Of the many roles an anesthesiologist fills each day, managing intraoperative transfusion remains one of the most important and complex. The evidence supporting different transfusion thresholds and consensus guidelines continues to evolve.1–3  Ensuring availability of crossmatched blood is counterbalanced by the increasing need to avoid unnecessary testing, wasting of scarce blood products, and healthcare costs, particularly during a pandemic.4  In this issue of Anesthesiology, Lou et al.5  present an important advancement in transfusion risk prediction by incorporating patient-specific factors and offering a publicly available open-source machine learning algorithm for implementation.
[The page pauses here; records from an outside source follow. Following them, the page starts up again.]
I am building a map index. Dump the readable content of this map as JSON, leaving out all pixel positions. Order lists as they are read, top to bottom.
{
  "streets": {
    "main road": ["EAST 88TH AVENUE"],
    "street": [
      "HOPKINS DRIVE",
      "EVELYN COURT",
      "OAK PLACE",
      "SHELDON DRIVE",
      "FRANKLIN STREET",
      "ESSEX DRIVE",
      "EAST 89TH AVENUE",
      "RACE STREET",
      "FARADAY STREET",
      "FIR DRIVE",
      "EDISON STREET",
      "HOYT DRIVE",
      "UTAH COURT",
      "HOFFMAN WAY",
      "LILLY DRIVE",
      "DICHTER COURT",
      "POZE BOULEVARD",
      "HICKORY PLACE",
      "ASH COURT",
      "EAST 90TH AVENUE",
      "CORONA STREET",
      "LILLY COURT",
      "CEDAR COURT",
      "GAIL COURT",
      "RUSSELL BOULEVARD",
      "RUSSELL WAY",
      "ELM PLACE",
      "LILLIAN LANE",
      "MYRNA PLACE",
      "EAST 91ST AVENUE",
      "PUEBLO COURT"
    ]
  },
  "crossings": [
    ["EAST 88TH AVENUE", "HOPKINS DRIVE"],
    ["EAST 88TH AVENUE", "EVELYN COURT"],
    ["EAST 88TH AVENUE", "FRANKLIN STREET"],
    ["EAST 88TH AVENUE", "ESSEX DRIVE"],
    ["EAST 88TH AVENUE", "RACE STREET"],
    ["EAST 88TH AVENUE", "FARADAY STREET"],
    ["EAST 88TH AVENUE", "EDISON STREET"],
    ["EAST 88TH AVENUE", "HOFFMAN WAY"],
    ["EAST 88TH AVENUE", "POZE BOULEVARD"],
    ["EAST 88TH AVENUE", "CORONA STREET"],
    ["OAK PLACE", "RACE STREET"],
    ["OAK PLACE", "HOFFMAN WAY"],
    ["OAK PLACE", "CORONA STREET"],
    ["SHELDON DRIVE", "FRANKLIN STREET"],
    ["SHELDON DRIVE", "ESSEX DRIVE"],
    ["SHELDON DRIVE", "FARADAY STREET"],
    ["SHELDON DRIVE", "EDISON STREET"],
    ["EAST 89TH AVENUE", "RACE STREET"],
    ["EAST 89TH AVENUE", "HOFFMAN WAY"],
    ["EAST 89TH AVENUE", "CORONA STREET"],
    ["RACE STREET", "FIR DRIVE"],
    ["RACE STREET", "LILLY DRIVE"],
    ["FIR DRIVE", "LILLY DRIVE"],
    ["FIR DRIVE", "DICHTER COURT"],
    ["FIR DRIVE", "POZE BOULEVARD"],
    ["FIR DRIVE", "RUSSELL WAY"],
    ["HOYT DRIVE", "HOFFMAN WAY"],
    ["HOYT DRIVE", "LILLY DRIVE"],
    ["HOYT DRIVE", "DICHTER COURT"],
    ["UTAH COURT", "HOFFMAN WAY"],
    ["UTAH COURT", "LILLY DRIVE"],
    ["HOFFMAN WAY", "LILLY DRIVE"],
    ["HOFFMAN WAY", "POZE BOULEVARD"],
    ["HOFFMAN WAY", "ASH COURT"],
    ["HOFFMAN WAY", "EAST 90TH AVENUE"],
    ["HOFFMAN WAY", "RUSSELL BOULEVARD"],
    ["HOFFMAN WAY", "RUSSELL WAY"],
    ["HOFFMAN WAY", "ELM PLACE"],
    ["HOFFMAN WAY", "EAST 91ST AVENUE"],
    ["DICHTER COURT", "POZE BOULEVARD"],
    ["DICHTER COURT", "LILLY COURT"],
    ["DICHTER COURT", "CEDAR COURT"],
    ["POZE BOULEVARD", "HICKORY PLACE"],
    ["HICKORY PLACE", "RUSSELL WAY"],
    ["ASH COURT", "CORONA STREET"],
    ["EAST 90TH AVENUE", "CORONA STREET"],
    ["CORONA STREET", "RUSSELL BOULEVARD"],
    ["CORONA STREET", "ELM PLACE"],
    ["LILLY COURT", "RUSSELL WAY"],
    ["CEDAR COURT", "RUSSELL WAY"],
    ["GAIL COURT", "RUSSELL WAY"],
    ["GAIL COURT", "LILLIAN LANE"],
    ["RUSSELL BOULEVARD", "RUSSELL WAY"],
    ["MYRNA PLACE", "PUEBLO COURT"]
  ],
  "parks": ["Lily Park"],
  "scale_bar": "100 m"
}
Using more than 3 million records from the American College of Surgeons National Surgical Quality Improvement Program registry between 2016 and 2018, they developed an algorithm that combined historical procedure-specific transfusion rates and patient-specific demographics, comorbidities, and laboratory values to predict erythrocyte transfusion on the day of surgery. The algorithm was then validated against 2019 registry data for 1 million patients and 2020 local academic medical center data. More importantly, they compared their algorithm’s recommendations to the current standard of care, the Maximum Surgical Blood Ordering System, which only uses historical procedure-specific transfusion data.6  The algorithm reduced the number of predicted transfusions by a third, while maintaining 96% sensitivity, the current standard. These predictions can be used to guide preoperative type and screen orders.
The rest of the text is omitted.